▶ THE TASK:
Take every line from the records below that includes the word "worn".

▶ PROVIDED MATERIAL:
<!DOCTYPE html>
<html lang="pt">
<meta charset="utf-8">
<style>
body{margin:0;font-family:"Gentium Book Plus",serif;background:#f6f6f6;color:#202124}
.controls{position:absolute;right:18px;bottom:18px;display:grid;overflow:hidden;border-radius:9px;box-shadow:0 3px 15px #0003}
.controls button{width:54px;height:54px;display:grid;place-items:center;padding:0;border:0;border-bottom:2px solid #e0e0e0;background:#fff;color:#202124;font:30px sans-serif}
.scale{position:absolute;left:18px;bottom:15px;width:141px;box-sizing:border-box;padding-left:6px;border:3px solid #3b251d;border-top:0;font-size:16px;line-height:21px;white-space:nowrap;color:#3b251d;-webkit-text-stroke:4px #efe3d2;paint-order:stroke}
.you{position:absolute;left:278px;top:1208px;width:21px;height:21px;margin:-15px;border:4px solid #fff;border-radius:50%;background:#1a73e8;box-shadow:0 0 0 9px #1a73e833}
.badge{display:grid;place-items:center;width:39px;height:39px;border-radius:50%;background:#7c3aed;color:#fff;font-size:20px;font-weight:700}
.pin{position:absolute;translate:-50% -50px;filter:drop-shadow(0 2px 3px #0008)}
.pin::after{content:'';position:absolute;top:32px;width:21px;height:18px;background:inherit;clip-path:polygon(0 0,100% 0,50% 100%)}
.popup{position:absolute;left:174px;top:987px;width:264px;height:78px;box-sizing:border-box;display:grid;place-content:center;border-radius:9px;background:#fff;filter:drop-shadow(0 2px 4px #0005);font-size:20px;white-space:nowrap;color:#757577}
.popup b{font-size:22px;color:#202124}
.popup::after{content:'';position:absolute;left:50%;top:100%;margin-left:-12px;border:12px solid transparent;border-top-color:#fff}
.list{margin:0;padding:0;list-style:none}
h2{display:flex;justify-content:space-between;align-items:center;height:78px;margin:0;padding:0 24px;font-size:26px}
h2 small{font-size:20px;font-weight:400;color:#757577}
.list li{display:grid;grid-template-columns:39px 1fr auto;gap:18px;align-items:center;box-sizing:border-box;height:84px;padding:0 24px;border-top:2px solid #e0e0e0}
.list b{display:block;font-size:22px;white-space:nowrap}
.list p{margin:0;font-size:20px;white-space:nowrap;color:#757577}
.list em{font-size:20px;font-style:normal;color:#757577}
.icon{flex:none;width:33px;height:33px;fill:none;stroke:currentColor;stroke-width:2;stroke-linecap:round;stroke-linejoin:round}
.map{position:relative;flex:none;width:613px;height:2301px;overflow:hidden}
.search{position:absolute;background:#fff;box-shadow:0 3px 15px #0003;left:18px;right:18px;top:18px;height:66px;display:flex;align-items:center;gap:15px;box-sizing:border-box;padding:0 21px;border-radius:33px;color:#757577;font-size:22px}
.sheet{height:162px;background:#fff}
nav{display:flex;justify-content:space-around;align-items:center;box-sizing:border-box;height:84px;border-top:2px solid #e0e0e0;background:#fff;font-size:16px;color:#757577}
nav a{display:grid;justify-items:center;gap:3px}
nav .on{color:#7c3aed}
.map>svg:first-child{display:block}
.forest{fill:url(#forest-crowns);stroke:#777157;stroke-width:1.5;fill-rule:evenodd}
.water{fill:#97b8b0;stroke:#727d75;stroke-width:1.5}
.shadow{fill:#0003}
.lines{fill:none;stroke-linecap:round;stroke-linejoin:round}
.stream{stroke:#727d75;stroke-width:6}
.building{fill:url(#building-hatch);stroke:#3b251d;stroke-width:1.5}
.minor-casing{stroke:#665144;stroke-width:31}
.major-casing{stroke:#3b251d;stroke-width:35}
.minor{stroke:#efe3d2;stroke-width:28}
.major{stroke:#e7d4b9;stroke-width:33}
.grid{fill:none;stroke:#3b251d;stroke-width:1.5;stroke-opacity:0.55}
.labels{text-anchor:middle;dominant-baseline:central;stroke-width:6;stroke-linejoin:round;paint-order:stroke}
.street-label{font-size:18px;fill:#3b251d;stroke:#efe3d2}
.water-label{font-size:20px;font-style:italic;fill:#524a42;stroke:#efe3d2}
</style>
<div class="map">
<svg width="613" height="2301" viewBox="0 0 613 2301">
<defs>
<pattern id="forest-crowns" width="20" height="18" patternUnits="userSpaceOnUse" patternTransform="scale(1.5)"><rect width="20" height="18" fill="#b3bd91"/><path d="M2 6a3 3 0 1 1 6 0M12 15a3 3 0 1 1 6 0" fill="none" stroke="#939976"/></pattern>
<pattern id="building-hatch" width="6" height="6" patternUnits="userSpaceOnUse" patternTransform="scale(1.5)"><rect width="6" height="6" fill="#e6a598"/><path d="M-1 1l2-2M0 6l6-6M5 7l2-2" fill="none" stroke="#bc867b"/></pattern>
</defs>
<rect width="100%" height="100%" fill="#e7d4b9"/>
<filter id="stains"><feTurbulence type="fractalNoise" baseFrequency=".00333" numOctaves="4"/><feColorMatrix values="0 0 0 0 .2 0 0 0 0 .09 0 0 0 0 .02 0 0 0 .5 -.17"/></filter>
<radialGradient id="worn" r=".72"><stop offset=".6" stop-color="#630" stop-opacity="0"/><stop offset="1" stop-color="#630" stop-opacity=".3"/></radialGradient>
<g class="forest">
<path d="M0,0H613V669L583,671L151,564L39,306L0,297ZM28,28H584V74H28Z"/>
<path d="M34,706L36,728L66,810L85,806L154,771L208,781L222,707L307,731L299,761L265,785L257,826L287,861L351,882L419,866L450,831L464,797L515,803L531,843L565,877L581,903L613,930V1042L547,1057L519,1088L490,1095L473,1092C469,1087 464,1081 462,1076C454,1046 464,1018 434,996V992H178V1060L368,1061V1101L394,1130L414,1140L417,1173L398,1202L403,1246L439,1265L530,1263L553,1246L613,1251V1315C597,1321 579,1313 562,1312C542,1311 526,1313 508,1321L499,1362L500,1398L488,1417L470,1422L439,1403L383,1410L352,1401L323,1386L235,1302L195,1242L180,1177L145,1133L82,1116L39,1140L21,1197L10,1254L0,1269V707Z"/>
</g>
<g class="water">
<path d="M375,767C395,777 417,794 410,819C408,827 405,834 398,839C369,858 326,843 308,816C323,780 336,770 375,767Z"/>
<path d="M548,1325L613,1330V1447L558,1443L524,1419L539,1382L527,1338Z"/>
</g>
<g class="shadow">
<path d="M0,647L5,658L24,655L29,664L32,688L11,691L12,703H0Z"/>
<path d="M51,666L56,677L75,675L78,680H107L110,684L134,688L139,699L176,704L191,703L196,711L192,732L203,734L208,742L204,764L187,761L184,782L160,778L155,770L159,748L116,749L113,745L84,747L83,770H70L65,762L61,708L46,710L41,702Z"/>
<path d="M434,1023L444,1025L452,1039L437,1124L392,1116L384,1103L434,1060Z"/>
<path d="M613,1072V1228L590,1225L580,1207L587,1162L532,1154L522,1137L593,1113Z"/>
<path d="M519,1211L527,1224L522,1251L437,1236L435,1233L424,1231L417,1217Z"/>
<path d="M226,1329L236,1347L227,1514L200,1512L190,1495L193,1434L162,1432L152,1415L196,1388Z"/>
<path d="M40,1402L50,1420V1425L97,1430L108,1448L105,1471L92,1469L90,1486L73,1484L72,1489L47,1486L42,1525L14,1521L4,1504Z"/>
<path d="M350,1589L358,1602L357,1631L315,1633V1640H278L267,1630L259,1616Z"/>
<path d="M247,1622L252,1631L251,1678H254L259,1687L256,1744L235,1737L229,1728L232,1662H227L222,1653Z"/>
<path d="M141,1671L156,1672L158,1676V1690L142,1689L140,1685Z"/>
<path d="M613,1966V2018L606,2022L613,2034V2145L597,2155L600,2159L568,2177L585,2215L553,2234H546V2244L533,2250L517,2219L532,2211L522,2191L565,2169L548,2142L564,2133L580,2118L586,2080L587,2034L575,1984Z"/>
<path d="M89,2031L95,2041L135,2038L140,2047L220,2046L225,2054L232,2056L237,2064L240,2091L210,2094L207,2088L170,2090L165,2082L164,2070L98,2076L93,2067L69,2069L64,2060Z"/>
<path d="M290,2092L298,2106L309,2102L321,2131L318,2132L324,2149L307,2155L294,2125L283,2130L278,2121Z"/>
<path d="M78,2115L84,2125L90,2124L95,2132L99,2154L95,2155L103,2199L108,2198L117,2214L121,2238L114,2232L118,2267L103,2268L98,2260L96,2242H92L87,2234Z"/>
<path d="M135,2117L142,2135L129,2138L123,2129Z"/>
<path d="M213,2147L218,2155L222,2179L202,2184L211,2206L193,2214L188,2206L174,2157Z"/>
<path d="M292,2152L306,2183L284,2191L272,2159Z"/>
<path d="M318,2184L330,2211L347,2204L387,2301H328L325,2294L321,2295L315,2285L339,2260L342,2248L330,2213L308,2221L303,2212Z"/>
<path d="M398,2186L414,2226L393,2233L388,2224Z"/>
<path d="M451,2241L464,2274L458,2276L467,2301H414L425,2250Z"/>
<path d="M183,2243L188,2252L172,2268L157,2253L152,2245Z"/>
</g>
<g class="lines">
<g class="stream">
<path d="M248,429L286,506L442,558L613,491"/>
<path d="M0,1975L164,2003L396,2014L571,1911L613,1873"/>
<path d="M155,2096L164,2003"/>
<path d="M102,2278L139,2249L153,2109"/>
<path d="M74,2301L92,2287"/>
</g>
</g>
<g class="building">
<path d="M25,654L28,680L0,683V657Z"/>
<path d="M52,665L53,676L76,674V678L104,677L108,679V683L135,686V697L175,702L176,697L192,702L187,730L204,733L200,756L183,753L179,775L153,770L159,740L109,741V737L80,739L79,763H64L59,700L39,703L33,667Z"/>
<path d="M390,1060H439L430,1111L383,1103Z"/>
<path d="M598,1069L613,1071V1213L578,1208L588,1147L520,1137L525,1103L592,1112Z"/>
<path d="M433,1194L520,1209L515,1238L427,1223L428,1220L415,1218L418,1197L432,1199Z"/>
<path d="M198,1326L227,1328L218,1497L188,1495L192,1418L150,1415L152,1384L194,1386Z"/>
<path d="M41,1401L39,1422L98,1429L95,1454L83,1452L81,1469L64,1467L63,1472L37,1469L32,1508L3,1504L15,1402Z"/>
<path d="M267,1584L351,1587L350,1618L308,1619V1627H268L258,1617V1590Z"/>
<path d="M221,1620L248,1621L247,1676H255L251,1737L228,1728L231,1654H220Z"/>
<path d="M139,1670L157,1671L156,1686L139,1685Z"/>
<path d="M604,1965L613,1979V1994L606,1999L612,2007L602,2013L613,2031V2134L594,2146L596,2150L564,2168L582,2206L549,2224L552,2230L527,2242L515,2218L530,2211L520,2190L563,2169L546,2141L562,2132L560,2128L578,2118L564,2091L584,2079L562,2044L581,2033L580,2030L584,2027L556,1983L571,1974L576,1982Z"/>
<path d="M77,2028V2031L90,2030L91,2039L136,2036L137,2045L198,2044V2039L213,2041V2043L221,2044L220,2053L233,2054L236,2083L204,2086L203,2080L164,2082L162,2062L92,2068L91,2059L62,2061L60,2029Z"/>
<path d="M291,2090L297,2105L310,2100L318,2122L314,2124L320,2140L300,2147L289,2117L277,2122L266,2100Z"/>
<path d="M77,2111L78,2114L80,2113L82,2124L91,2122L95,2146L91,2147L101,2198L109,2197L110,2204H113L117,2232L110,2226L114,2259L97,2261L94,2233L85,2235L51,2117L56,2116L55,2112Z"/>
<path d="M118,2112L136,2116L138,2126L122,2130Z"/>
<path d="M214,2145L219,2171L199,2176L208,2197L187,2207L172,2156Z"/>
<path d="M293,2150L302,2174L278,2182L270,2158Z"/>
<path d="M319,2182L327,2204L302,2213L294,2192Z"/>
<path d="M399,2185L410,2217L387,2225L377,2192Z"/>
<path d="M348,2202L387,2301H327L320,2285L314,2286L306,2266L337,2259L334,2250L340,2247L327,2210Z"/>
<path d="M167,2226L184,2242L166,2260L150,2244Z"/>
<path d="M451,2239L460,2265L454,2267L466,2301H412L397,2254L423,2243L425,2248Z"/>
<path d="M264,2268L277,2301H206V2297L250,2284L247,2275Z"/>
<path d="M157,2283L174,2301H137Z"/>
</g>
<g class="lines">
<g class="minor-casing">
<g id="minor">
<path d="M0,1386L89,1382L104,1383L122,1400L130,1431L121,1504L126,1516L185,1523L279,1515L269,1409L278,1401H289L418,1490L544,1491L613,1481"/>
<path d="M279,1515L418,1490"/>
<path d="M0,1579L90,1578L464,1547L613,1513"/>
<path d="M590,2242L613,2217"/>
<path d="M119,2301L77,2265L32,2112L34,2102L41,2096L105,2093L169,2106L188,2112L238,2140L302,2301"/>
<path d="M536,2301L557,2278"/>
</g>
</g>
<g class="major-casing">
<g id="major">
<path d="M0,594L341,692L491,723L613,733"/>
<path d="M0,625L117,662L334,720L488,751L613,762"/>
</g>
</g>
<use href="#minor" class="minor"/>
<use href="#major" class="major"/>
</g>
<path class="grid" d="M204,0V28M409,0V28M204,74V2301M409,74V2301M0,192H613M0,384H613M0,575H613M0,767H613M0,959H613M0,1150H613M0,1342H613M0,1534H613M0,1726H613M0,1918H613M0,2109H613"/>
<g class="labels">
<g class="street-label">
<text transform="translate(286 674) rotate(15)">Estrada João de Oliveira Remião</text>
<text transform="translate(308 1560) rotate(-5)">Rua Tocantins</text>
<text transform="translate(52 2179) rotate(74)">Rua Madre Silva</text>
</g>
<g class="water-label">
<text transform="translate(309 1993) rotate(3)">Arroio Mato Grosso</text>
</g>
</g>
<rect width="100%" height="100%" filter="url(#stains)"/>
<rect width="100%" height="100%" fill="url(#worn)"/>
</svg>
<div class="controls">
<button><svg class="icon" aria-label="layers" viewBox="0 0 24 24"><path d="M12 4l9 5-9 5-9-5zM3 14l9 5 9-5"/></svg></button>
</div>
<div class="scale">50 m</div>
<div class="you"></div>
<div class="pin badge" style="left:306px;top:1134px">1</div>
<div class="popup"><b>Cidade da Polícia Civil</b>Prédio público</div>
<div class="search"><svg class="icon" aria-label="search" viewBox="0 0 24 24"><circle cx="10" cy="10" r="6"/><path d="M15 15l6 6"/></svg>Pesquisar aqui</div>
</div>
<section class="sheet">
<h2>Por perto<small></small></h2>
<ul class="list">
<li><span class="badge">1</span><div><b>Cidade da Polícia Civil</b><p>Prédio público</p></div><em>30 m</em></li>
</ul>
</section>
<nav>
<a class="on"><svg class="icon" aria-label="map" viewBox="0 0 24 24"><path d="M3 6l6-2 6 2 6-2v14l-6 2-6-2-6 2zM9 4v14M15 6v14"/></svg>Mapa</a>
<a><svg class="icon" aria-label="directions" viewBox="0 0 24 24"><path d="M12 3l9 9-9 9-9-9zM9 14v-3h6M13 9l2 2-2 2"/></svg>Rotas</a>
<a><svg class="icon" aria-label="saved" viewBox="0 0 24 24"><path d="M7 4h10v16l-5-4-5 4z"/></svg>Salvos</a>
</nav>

▶ TASK RESULT:
<radialGradient id="worn" r=".72"><stop offset=".6" stop-color="#630" stop-opacity="0"/><stop offset="1" stop-color="#630" stop-opacity=".3"/></radialGradient>
<rect width="100%" height="100%" fill="url(#worn)"/>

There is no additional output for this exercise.